Syndrome d’épuisement professionnel
Aussi vague qu’il peut paraitre pour certains, du fait qu’il semble couvrir tous les effets néfastes du travail sur l’individu, le terme en français qui traduit le mieux « burnout » est certes « épuisement professionnel ». Pour C. Chazarin le terme « usure professionnelle » est préféré à celui d’épuisement.
Définitions
Au fil des années, plusieurs tentatives ont été faites pour définir le burnout. En 1974, Freudenberger propose une première définition : « L’épuisement professionnel est un état causé par l’utilisation excessive de son énergie et de ses ressources, qui provoque un sentiment d’avoir échoué, d’être épuisé ou encore d’être exténué ». [2,8] En 1976, Maslach décrit l’épuisement professionnel des professions d’aide comme « une incapacité d’adaptation de l’intervenant à un niveau de stress émotionnel continu causé par l’environnement de travail ». [9] En 1985, avec North, Freudenberger le présente comme un « processus évolutif ». Une notion importante qui sera par la suite développée par plusieurs auteurs pour dire que c’est un phénomène cyclique évoluant en quatre phases. [10] En 1988, Pines et Aronson le définissent comme « un état d’épuisement physique, émotionnel et mental causé par l’implication à long terme dans des situations qui sont exigeantes émotionnellement». D’après Pines, ces situations exigeantes ne se rencontrent pas seulement au travail, c’est pourquoi elle a également recherché le burnout dans les relations de couples et au cours de conflits politiques. Il peut alors être considéré comme le résultat d’un échec dans la quête existentielle (qui est la relation d’aide pour le soignant). Pour être « consumé », dit-elle, il faut d’abord avoir été enflammé.

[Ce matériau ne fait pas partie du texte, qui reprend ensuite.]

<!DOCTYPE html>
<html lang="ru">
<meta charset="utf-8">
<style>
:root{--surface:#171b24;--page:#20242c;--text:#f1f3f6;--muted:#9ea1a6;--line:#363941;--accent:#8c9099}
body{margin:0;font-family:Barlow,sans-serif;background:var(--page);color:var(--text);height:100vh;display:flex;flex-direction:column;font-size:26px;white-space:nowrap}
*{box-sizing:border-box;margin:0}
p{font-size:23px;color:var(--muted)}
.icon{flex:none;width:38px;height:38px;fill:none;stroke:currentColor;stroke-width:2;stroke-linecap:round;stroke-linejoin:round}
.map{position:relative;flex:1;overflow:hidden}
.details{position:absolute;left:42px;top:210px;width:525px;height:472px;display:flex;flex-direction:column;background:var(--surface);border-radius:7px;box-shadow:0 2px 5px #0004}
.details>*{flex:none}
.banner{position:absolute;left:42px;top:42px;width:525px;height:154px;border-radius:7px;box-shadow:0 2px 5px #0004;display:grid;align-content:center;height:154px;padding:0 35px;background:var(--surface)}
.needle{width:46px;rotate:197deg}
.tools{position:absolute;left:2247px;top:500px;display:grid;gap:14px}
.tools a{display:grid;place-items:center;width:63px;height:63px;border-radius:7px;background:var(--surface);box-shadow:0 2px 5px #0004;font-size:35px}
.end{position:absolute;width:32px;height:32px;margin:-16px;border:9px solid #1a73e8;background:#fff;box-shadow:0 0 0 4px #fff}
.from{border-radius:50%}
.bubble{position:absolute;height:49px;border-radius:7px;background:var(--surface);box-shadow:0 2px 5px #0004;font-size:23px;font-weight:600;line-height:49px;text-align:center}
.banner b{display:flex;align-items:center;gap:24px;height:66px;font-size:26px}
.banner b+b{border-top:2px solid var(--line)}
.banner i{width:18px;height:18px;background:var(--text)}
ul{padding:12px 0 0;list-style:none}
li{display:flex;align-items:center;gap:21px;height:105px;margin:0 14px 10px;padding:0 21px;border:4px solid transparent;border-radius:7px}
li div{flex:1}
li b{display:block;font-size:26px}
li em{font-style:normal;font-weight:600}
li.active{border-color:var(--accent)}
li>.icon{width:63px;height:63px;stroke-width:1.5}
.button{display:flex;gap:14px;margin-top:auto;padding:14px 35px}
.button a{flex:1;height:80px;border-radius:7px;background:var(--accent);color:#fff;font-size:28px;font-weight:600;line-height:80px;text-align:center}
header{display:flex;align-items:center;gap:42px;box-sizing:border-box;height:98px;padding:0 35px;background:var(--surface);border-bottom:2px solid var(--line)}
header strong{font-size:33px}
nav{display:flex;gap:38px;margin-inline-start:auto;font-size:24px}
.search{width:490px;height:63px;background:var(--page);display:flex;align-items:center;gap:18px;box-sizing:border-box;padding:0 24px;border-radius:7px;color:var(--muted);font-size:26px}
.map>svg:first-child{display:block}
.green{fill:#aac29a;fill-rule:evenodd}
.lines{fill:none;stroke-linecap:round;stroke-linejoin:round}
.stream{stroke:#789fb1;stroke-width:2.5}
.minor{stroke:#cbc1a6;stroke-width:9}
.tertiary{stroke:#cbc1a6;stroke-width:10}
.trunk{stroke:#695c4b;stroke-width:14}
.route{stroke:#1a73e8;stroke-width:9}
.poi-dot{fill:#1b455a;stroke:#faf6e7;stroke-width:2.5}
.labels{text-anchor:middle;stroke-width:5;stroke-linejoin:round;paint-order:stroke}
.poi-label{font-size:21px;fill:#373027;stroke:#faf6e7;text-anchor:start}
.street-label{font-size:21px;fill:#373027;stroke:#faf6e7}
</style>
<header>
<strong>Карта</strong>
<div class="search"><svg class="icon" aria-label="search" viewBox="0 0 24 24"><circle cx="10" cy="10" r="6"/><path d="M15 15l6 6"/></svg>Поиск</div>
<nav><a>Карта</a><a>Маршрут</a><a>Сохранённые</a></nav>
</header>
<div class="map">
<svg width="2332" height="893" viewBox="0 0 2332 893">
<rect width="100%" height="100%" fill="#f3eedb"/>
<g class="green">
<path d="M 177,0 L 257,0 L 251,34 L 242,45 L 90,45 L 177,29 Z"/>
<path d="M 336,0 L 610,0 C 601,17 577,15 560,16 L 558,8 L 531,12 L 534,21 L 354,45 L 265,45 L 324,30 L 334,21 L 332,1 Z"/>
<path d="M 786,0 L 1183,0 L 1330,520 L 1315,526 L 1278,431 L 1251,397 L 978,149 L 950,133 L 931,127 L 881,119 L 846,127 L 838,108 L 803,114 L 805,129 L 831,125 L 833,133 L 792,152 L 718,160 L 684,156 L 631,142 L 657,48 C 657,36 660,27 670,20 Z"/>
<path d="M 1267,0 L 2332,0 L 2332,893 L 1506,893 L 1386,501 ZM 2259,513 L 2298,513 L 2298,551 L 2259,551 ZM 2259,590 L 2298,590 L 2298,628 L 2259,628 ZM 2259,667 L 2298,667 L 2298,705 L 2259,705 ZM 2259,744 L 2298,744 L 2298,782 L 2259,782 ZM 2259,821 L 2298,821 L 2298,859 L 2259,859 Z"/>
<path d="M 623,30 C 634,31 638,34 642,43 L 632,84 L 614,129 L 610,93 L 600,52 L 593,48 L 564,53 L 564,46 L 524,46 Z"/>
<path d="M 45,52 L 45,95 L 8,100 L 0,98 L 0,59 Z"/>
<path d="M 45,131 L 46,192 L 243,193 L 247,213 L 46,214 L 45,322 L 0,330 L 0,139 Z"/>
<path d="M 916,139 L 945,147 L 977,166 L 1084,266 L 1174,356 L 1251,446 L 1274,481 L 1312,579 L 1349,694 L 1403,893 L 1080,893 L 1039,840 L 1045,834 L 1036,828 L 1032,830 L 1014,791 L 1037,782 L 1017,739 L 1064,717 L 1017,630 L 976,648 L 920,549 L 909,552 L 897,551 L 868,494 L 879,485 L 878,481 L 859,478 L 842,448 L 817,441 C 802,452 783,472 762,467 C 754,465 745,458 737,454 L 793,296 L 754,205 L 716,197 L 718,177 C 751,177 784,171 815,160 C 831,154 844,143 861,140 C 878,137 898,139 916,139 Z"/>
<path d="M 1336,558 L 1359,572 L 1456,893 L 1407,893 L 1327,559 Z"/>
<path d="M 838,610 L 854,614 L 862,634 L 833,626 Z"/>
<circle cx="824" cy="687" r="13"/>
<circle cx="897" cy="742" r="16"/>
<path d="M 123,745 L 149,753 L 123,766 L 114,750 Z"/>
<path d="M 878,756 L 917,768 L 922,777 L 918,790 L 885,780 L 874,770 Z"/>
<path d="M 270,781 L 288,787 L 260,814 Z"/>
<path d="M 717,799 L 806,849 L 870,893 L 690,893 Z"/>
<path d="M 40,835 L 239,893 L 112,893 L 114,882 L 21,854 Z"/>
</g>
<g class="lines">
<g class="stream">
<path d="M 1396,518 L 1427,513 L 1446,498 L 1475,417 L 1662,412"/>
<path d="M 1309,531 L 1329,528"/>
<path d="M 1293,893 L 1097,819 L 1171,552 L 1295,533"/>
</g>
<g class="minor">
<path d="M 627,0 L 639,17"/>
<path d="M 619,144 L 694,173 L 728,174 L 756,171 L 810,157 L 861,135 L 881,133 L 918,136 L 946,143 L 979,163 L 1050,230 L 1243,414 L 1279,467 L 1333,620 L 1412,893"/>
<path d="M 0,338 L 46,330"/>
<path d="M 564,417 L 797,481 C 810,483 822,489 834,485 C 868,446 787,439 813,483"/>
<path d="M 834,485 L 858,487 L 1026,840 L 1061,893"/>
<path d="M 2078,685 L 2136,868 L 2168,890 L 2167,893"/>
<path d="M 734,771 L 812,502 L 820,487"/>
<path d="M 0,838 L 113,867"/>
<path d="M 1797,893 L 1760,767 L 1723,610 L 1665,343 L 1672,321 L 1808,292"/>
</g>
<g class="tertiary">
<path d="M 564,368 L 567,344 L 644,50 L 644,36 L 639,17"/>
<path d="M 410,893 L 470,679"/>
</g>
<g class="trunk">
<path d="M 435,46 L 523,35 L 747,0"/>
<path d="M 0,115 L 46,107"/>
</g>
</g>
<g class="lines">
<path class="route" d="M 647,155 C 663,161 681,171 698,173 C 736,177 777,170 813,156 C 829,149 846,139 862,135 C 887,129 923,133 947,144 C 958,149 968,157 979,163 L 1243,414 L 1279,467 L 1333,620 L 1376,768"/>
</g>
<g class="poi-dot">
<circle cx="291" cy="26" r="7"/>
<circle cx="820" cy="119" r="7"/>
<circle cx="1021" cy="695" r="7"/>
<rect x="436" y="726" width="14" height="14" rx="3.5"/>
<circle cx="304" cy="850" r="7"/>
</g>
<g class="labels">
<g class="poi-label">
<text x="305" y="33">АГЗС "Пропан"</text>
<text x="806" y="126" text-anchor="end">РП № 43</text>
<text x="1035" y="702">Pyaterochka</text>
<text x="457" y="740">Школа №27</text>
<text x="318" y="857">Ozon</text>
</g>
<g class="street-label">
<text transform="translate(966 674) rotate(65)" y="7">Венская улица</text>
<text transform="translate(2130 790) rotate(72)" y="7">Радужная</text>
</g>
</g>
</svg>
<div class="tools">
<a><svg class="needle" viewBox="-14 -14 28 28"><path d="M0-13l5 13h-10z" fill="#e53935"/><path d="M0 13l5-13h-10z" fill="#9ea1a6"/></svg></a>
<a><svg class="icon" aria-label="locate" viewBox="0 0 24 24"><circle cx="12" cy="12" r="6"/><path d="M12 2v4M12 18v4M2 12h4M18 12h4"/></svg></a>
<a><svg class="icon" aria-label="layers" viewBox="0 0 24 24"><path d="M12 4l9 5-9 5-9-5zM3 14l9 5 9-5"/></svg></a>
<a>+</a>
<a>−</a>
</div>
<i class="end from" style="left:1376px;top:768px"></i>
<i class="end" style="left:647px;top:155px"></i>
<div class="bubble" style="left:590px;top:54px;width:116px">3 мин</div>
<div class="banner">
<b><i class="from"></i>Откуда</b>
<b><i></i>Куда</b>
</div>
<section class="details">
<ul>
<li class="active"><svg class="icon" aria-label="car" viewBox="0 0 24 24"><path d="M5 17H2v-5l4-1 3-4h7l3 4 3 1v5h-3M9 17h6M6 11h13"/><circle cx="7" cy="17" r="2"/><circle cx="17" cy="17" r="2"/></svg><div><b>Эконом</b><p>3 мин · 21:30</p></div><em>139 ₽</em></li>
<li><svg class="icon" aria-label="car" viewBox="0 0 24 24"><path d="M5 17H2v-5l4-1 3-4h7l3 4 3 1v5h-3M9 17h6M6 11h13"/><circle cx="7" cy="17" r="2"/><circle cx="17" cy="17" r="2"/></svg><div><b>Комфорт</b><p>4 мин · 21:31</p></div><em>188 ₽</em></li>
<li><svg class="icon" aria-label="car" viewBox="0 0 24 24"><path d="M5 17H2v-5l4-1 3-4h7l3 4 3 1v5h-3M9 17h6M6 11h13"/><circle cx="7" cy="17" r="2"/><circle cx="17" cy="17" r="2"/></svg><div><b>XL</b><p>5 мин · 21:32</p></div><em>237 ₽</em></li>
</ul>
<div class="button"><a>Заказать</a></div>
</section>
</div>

Pour Canouï et Mauranges, le burnout est aussi « un phénomène d’ordre existentiel, puisque le soignant recherche l’épanouissement dans la relation avec un être en souffrance. Ce syndrome résulte alors de la relation d’aide qui « tombe malade ». [8] Ces définitions se complètent plus. Elles révèlent la complexité du burnout, qui peut effectivement s’expliquer par plusieurs modèles et résulter de nombreuses causes intriquées. Pour autant, la définition sur laquelle la très grande majorité des chercheurs s’accordent reste celle de Maslach et Jackson, qui conçoit le syndrome complet dans ses trois dimensions fondamentales. Elles définissent le burnout comme « un syndrome d’épuisement émotionnel, de dépersonnalisation et de diminution de l’accomplissement personnel qui apparait chez les individus impliqués professionnellement auprès d’autrui ».